UK Mortgage History

Mortgages have a long history, which many attribute to the feudal system in the 12th century. The word mortgage is said to derive from the French for a ‘dead pledge’ – as opposed to a ‘live pledge’ which was the other type of pledge available in those times. A live pledge was one in which the income from the land was used to repay the loan, while a dead pledge was one in which the borrower had to find other means to repay the loan.

Although in modern times the term mortgage has become synonymous with the term loan, essentially a mortgage is – and always has been – a lien on a piece of land or property as security for a debt. Getting a mortgage meant transferring the title on a piece of land or property to the person who was lending the money. This was a conditional transfer. As long as the borrower repaid the loan, then the borrower retained the title once the debt was paid in full. If the borrower failed to repay the loan as agreed, then title to the property passed permanently to the lender.

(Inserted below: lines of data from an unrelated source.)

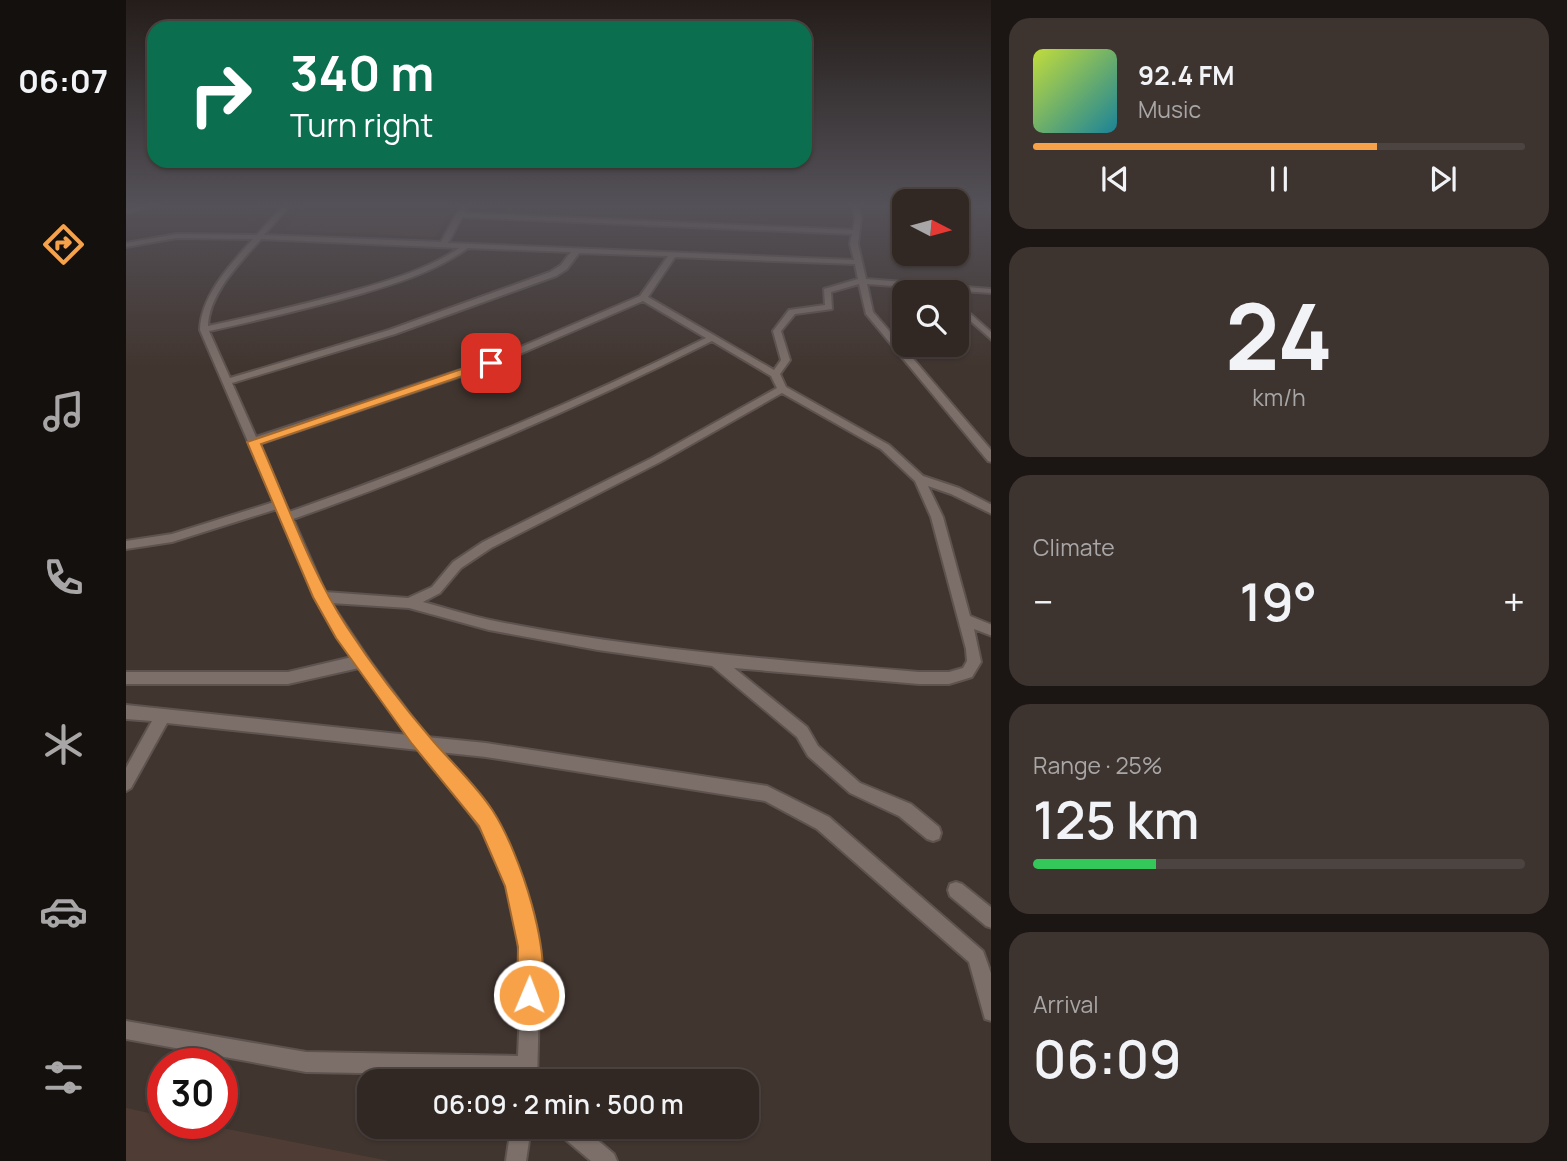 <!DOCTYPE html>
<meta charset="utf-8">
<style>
body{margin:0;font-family:Manrope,sans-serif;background:#3d3430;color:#f1f3f6;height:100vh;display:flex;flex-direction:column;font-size:26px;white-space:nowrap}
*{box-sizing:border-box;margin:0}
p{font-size:23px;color:#a8a6a6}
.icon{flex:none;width:38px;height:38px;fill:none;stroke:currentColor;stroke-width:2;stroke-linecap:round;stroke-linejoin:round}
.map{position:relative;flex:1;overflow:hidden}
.panel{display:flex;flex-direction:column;gap:18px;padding:18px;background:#1b1613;width:576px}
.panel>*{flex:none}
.top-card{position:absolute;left:21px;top:21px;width:665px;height:147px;border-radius:21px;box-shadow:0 2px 5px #0004,0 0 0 2px #4c4441;background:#0b6e4f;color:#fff;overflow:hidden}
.needle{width:46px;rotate:96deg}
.tools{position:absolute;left:766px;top:189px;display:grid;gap:14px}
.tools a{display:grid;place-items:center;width:77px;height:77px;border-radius:14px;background:#312823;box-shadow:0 2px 5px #0004,0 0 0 2px #4c4441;font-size:35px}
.speed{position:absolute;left:21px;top:1048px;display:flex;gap:14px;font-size:35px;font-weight:700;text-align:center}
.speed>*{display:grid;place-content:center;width:91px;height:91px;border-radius:50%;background:#312823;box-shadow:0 2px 5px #0004,0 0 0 2px #4c4441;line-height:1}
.speed .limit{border:10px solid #d22;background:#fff;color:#111}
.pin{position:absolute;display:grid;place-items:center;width:60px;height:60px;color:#fff;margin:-30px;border-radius:14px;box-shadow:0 4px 10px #0006}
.me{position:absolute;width:77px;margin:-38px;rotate:1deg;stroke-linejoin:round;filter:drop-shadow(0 0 5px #0008)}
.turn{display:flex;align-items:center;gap:24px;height:147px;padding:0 28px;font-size:32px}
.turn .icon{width:91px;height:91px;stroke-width:2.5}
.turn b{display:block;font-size:49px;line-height:60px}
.big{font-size:52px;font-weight:600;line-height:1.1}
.panel .card{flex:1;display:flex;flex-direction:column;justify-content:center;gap:10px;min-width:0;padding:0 24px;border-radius:21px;background:#3d3430}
.panel .dial{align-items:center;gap:0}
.dial b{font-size:91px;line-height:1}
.song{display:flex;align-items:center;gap:21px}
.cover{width:84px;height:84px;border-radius:10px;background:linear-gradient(135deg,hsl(70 70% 55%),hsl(190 70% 35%))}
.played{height:7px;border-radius:4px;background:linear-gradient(90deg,#f7a149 70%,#4c4441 70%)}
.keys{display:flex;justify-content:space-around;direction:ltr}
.heat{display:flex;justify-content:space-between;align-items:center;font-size:38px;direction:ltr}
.charge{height:10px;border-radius:5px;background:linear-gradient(90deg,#34c759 25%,#4c4441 0)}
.trip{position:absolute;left:231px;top:1069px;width:402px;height:70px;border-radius:21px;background:#312823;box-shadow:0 2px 5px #0004,0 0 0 2px #4c4441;font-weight:600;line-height:70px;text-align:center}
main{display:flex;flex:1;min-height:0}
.menu{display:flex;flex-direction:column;width:126px;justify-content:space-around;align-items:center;background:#14100e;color:#a8a6a6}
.menu .icon{width:49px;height:49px}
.menu .on{color:#f7a149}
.menu b{font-size:32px;color:#f1f3f6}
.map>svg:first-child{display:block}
</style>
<main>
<nav class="menu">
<b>06:07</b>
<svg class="icon on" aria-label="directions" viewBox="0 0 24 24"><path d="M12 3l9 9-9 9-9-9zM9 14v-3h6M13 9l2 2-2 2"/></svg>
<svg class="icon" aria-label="music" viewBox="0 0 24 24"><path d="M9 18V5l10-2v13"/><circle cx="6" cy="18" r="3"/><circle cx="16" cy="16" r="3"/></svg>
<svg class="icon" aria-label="phone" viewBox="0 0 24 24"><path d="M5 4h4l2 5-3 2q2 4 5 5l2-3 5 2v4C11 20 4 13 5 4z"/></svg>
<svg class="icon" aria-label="climate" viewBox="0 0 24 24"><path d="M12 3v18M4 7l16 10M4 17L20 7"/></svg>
<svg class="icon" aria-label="car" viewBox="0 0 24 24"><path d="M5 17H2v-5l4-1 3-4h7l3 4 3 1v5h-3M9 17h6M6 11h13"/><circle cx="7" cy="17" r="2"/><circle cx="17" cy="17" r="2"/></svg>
<svg class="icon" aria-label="filters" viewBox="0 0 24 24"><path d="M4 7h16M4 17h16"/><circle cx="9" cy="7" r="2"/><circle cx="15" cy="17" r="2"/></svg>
</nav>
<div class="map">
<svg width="866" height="1161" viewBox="0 0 866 1161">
<rect width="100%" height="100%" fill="#41352f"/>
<!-- built -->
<g fill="#4f3d35">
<path d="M 179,204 L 327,204 L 310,237 L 159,230 Z"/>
<path d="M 0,1108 L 37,1116 L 37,1124 L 76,1124 L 263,1161 L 0,1161 Z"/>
</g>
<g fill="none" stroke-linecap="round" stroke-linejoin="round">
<defs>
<g id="minor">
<path d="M 22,204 L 36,204 L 0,213 L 0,209 Z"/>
<path d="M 158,204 L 165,204 L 138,235 L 315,242 L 336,204 L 342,204 L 338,213 L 727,230 L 729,218 L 726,204 L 732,204 L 735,218 L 732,244 L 740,279 L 866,289 L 866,293 L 741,284 L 747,312 L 866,451 L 866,462 L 862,461 L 740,314 L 733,284 L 705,292 L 706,309 L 669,314 L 655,331 L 664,360 L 654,374 L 660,387 L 763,445 L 797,476 L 833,488 L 866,505 L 866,514 L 825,494 L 802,486 L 817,517 L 844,616 L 866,625 L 866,636 L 848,629 L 855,662 L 846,677 L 823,684 L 793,684 L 608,668 L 681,727 L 692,746 L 734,783 L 785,804 L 813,827 L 815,833 L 813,839 L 807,841 L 801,839 L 773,816 L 724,793 L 682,756 L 671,737 L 586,666 L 472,650 L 363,630 L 283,608 L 205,603 L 246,664 L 301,737 L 360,743 L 641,786 L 703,817 L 857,951 L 866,976 L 866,1021 L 859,1019 L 857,1012 L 843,962 L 691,829 L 639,801 L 360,757 L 313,752 C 336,779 360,806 378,837 C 419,912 413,999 411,1082 L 391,1082 L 391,1076 L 180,1072 L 0,1039 L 0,1021 L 180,1052 L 392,1056 C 395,987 400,913 367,850 C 348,813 318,782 293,750 L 41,723 L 5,788 L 0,791 L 0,768 L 26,721 L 0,719 L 0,705 L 282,735 L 233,668 L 162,684 L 0,684 L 0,672 L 162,672 L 226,657 L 189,597 L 151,509 L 46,542 L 0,549 L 0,541 L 46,534 L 148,502 L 74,330 C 75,295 105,264 127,239 L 51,238 L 0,247 L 0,243 L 51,234 L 131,235 ZM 336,217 L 726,234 L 724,244 L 728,260 L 322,243 ZM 135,239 L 333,248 C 304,268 268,279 234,289 C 184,303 133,315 82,326 C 83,293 114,263 135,239 ZM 342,248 L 445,252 L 435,265 L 424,272 L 263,330 L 104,378 L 83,331 C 133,320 184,308 234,294 C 272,283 310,271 342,248 ZM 453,253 L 542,256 L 514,296 L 362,361 L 130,437 L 106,383 L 269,334 L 430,276 L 441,269 ZM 549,257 L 729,264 L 732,279 L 698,289 L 699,305 L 663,310 L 647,331 L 655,360 L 648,370 L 522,297 ZM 517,301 L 580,338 C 444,405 306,462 163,512 L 133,444 L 368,365 ZM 586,341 L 645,376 L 651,388 L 526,458 L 357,542 L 327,562 L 306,587 L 282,598 L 199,592 L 167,519 C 310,469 450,409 586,341 ZM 656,393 L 755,449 L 789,481 L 805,517 L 840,649 L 841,661 L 837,668 L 823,672 L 793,672 C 649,660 506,649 364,620 C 342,615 320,608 297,602 L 314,593 L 335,568 L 365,548 L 534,462 Z"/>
<path d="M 860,204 L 866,204 L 866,210 Z"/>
<path d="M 831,302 L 866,333 L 866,340 L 831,309 Z"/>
<path d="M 830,882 L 836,884 L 866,908 L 866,928 L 860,926 L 824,896 L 822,890 L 824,884 Z"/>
<path d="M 385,1127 L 405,1127 L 400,1161 L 380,1161 Z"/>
<path d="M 430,1127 L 456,1127 L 488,1154 L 491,1161 L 465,1161 L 433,1134 Z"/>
</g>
</defs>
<!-- minor casing -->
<use href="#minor" stroke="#5e534f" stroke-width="4"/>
<!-- minor -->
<use href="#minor" fill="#7c6f69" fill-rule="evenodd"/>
</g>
<!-- sky -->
<linearGradient id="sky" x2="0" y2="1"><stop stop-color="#241d1a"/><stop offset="0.56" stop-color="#545158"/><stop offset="1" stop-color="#545158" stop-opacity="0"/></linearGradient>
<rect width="866" height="367" fill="url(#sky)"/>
<!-- route -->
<path fill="#f7a149" stroke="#a1692f" stroke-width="2" d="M 365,359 L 371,363 L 369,365 L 135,444 C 162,505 185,572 221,627 C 247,667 277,706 308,742 C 327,764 351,786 367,811 C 393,851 430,958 412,1003 L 403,1007 L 395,1003 L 391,995 L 392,947 L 379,886 L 353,826 L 286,744 L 210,638 L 187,597 L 121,442 Z"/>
</svg>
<div class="tools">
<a><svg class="needle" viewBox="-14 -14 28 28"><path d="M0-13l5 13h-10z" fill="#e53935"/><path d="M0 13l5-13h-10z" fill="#a8a6a6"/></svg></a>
<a><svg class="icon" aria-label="search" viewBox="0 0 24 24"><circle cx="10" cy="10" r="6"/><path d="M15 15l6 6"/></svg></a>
</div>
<div class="speed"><div class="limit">30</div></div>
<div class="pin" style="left:365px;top:363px;background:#d93025"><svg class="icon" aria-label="arrive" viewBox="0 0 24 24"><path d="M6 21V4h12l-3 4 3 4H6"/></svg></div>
<svg class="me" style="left:403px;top:995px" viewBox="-20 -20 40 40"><circle r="17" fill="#f7a149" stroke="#fff" stroke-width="3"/><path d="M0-11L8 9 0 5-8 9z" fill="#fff"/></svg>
<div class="trip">06:09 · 2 min · 500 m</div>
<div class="top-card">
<div class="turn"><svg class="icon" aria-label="right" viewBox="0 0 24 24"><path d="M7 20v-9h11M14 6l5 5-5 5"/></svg><div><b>340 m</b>Turn right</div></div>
</div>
</div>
<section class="panel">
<div class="card">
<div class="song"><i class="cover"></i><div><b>92.4 FM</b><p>Music</p></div></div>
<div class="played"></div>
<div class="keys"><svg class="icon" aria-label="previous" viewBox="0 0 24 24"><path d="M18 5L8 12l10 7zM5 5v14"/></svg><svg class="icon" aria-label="pause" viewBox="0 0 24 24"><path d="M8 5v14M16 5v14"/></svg><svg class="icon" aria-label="next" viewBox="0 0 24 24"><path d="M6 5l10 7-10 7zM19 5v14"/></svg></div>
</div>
<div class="card dial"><b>24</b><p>km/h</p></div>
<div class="card"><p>Climate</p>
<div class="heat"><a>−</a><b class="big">19°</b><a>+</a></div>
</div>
<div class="card"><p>Range · 25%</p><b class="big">125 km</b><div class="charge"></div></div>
<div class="card"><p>Arrival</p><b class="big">06:09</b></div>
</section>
</main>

In the 12th century, dead pledges were considered contrary to religious teachings as they promoted usury, and live pledges were much more popular. However, by the 14th century, live pledges had disappeared, leaving only dead pledges and paving the way for the mortgages we know today.

UK Mortgages Evolve

Another name for dead pledges is “mortgages by demise”, but this type of mortgage has not been available in the UK since the Land Registration Act 2002. Far more usual is the mortgage by legal charge, which has been in common use since 1925. Unlike the old type of mortgage, the title for the property or land remains with the borrower. However, the lender has enough rights over the property to ensure that the loan is repaid in case of a problem. This is why a modern mortgage lender has first charge over your property, and why getting a second mortgage will give that lender a second charge on the property.

There are several common terms that are used in mortgages. These include the creditor, who is the bank, building society or other lender who advances the money to buy your property. The creditor is also known as the mortgagee. The debtor, also known as the mortgagor or borrower, is the person who borrows the money from the lender. The mortgage deed records the fact that the lender has a legal charge over the borrower’s property, while the conveyance transfers the ownership of land or property from one person to another.

The UK mortgage industry has continued to evolve, with the addition of new mortgage products to expand the range available to borrowers. The UK has a well developed mortgage market, where home buyers can choose from standard mortgages, offset and flexible mortgages, Islamic home purchase plans and more.